Introduction Link to heading
Let f(x) be the number of zeroes at the end of x!. (Recall that x! = 1 * 2 * 3 * … * x, and by convention, 0! = 1.)
For example, f(3) = 0 because 3! = 6 has no zeroes at the end, while f(11) = 2 because 11! = 39916800 has 2 zeroes at the end.
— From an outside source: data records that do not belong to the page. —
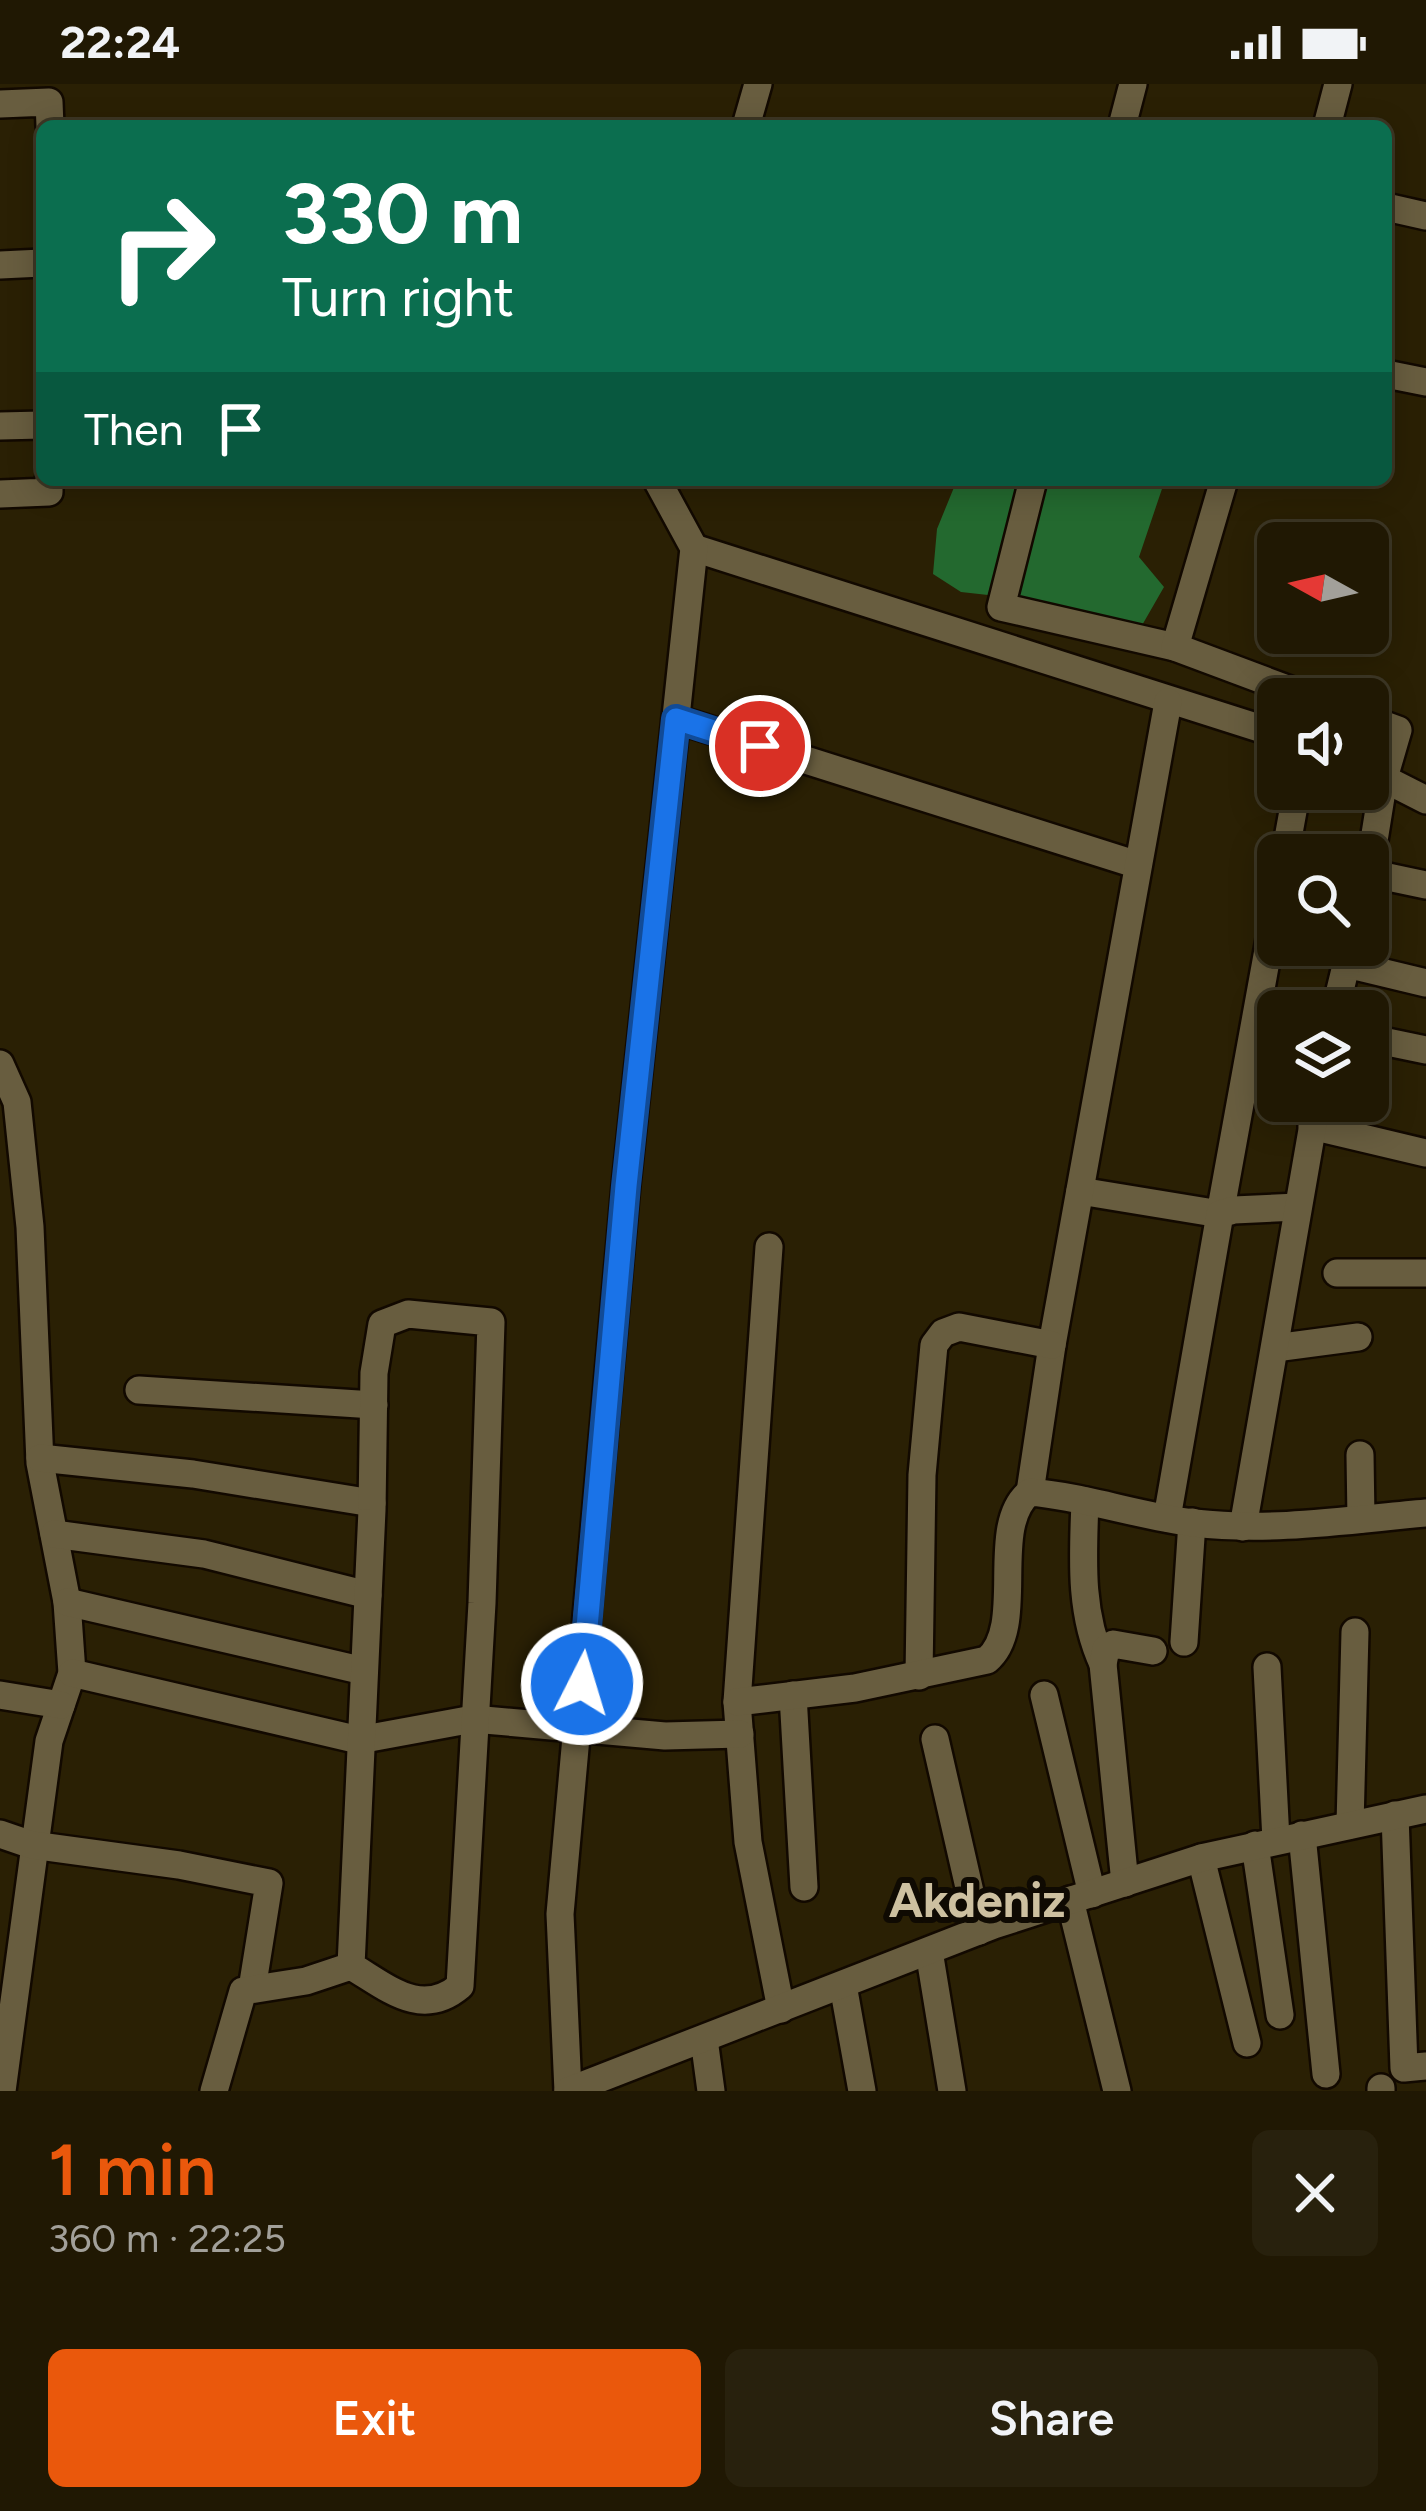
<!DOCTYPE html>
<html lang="en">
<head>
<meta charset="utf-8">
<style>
  body { margin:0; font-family:Figtree,sans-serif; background:#28210d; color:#f1f3f6; height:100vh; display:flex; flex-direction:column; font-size:45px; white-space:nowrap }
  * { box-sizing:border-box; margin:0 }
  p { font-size:39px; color:#a2a09a }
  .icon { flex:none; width:66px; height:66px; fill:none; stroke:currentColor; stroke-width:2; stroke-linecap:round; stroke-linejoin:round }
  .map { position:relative; height:2007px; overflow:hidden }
  .drawer { display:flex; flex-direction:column; background:#201803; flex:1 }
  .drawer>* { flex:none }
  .guide { position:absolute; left:36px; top:36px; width:1356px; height:366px; border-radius:18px; box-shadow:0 6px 30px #0003,0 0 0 3px #3d3725; background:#0b6e4f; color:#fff; overflow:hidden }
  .needle { width:78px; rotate:278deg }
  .controls { position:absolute; left:1257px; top:438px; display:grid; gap:24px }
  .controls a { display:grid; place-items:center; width:132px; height:132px; border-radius:18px; background:#201803; box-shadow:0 6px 30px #0003,0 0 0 3px #3d3725; font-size:60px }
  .pin { position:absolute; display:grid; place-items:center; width:102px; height:102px; color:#fff; margin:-51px; border:6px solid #fff; border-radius:50%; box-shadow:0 3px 12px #0007 }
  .me { position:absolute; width:132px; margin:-66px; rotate:5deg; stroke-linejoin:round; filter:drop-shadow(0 0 9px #0008) }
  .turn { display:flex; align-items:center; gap:42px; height:252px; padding:0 48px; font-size:54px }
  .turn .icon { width:156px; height:156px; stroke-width:2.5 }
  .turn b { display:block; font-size:84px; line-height:102px }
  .then { display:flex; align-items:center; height:114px; padding:0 48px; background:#0003; gap:24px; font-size:45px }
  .round { display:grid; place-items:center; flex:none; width:126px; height:126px; border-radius:18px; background:#28210d }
  .overview { display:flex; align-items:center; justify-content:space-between; height:204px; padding:0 48px }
  h1 { font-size:72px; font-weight:600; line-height:90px; color:#ea580c }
  .button { display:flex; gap:24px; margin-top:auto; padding:24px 48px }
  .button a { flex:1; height:138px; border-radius:18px; background:#ea580c; color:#fff; font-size:48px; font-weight:600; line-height:138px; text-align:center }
  .button a+a { background:#28210d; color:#f1f3f6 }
  .status { display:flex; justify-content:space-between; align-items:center; height:84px; padding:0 60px; background:#201803; direction:ltr }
  .status svg { height:33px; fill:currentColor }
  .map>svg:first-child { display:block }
</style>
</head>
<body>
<div class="status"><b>22:24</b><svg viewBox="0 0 49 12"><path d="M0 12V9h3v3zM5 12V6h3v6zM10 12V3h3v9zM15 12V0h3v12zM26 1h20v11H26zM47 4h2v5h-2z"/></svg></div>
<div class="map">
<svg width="1426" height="2007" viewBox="0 0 1426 2007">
  <rect width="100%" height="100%" fill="#2a2004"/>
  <!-- water -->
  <path fill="#23692f" d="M957 396H1165L1139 473 1164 503 1137 550 1054 546 988 511 961 508 933 490 937 445Z"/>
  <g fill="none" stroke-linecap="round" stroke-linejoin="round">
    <!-- minor casing -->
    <g stroke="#120900" stroke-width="32">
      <g id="minor">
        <path d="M0 20 49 18 50 42"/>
        <path d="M746 42 758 0"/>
        <path d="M1122 42 1133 0"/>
        <path d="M1327 42 1338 0"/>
        <path d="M1386 123 1426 132"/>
        <path d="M0 181 42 179"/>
        <path d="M1386 290 1426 298"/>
        <path d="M0 342 42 341"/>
        <path d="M1033 396 1001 523 1175 563"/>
        <path d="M1224 396 1175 563 1314 615"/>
        <path d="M0 410 49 408V396"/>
        <path d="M694 464 1278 650"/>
        <path d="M676 635 1138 781"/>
        <path d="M1368 635 1398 646 1384 694 1368 794"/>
        <path d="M1371 688 1426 716"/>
        <path d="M1285 771 1297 705"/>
        <path d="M1369 789 1426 801"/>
        <path d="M1347 880 1426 899"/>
        <path d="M1335 927 1351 861"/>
        <path d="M1368 954 1426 966"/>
        <path d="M0 980 17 1018 30 1143 40 1379 67 1518 72 1589 49 1657 2 2007"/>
        <path d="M1312 1042 1426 1069"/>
        <path d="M1080 1107 1220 1130 1278 811"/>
        <path d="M769 1163 737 1618 748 1758 781 1925"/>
        <path d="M1337 1189H1426"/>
        <path d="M1275 1264 1358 1253"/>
        <path d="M139 1306 374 1321"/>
        <path d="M1360 1371 1361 1435"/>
        <path d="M40 1374 193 1390 372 1419"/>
        <path d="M1030 1408 1052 1261 1168 618"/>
        <path d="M1085 1417C1083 1473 1079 1528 1103 1580"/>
        <path d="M1167 1434 1220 1130 1234 1126 1298 1123"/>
        <path d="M1243 1443 1317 1017"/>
        <path d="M54 1450 204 1470 368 1511"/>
        <path d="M67 1518 364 1587"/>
        <path d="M1184 1558 1192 1438"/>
        <path d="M1267 1583 1276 1756"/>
        <path d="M72 1589 359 1656 473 1635 665 1652 740 1650"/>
        <path d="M919 1592 922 1391 934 1261 943 1249 959 1243 1052 1261"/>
        <path d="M0 1611 61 1621"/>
        <path d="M793 1611 804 1803"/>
        <path d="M1044 1611 1092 1810"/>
        <path d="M737 1618 855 1604 987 1576C1028 1542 987 1442 1030 1408 1086 1413 1139 1432 1194 1439 1272 1448 1348 1436 1426 1429"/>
        <path d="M935 1655 979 1847"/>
        <path d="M1395 1731 1404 1984 1426 1982"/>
        <path d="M1350 1741 1355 1548"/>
        <path d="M0 1750 32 1761 179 1781 269 1799 252 1905"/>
        <path d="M1302 1751 1326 1990"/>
        <path d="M1255 1761 1280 1931"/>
        <path d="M1201 1774 1247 1959"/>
        <path d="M1125 1799 1103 1580 1106 1565 1113 1560 1153 1567"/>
        <path d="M1070 1816 1117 2007"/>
        <path d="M929 1867 952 2007"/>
        <path d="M843 1901 862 2007"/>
        <path d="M704 1955 711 2007"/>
        <path d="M1381 2004V2007"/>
        <path d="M214 2007 243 1907 306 1897 351 1882C387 1903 421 1935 460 1902L482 1519 491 1238 408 1230 382 1240 374 1289 372 1426 351 1882"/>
        <path d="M568 2007 560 1830 626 1101 694 464 657 396"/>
        <path d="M568 2007 994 1841 1201 1774 1426 1725"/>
      </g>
    </g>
    <!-- minor -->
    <use href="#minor" stroke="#685d3f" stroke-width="27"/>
  </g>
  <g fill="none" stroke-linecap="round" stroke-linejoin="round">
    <!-- route casing -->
    <g stroke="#114b97" stroke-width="30">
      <path id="route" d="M582 1600 626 1102 676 635 760 662"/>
    </g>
    <!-- route -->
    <use href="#route" stroke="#1a73e8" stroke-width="21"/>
  </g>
  <g text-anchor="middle" stroke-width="12" stroke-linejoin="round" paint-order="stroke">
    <!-- district labels -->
    <g font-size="48" font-weight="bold" fill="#cdc0a0" stroke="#0f0a02">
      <text x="977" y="1833">Akdeniz</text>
    </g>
  </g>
</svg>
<div class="controls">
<a><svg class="needle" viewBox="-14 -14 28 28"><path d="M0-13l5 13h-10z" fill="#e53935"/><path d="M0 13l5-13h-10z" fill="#a2a09a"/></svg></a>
<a><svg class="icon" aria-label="sound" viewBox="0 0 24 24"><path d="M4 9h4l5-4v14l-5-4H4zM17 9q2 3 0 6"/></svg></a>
<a><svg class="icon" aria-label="search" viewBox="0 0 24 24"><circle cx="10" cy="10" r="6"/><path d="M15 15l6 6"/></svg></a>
<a><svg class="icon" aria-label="layers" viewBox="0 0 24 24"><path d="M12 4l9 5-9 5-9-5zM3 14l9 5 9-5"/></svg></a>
</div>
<div class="pin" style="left:760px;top:662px;background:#d93025"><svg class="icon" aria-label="arrive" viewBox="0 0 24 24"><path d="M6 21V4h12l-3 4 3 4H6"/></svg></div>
<svg class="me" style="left:582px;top:1600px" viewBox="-20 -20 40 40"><circle r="17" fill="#1a73e8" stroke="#fff" stroke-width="3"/><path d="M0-11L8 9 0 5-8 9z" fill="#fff"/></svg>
<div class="guide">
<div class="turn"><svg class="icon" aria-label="right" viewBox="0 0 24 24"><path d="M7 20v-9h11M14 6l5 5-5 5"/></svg><div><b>330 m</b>Turn right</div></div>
<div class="then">Then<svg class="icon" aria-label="arrive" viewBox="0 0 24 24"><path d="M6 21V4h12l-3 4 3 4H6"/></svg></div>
</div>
</div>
<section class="drawer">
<div class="overview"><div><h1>1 min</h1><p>360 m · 22:25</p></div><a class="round"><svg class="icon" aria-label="close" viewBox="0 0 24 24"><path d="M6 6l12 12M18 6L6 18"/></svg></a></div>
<div class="button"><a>Exit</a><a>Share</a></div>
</section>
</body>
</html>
Given K, find how many non-negative integers x have the property that f(x) = K.
Example 1:
Input: K = 0
Output: 5
Explanation: 0!, 1!, 2!, 3!, and 4! end with K = 0 zeroes.
Example 2:
Input: K = 5
Output: 0
Explanation: There is no x such that x! ends in K = 5 zeroes.
Note:
K will be an integer in the range [0, 10^9].
Solution Link to heading
Golang:
func preimageSizeFZF(K int) int {
low := 0
hi := (K + 1) * 5 + 1
for low < hi {
mid := low + (hi - low) / 2
zeros := fzf(mid)
if K == zeros {
return 5
} else if K < zeros {
hi = mid
} else {
low = mid+1
}
}
return 0
}
func fzf(n int) int {
cnt := 0
for i := 5; n / i >= 1; i *= 5 {
cnt += n / i
}
return cnt
}
Explanation Link to heading
Every 5 numbers change the count, therefore we have 5 number intervals [0…5K]. This function can return 0 or 5 only, depending on what interval we hit. All digits are sorted, so binary search works fine.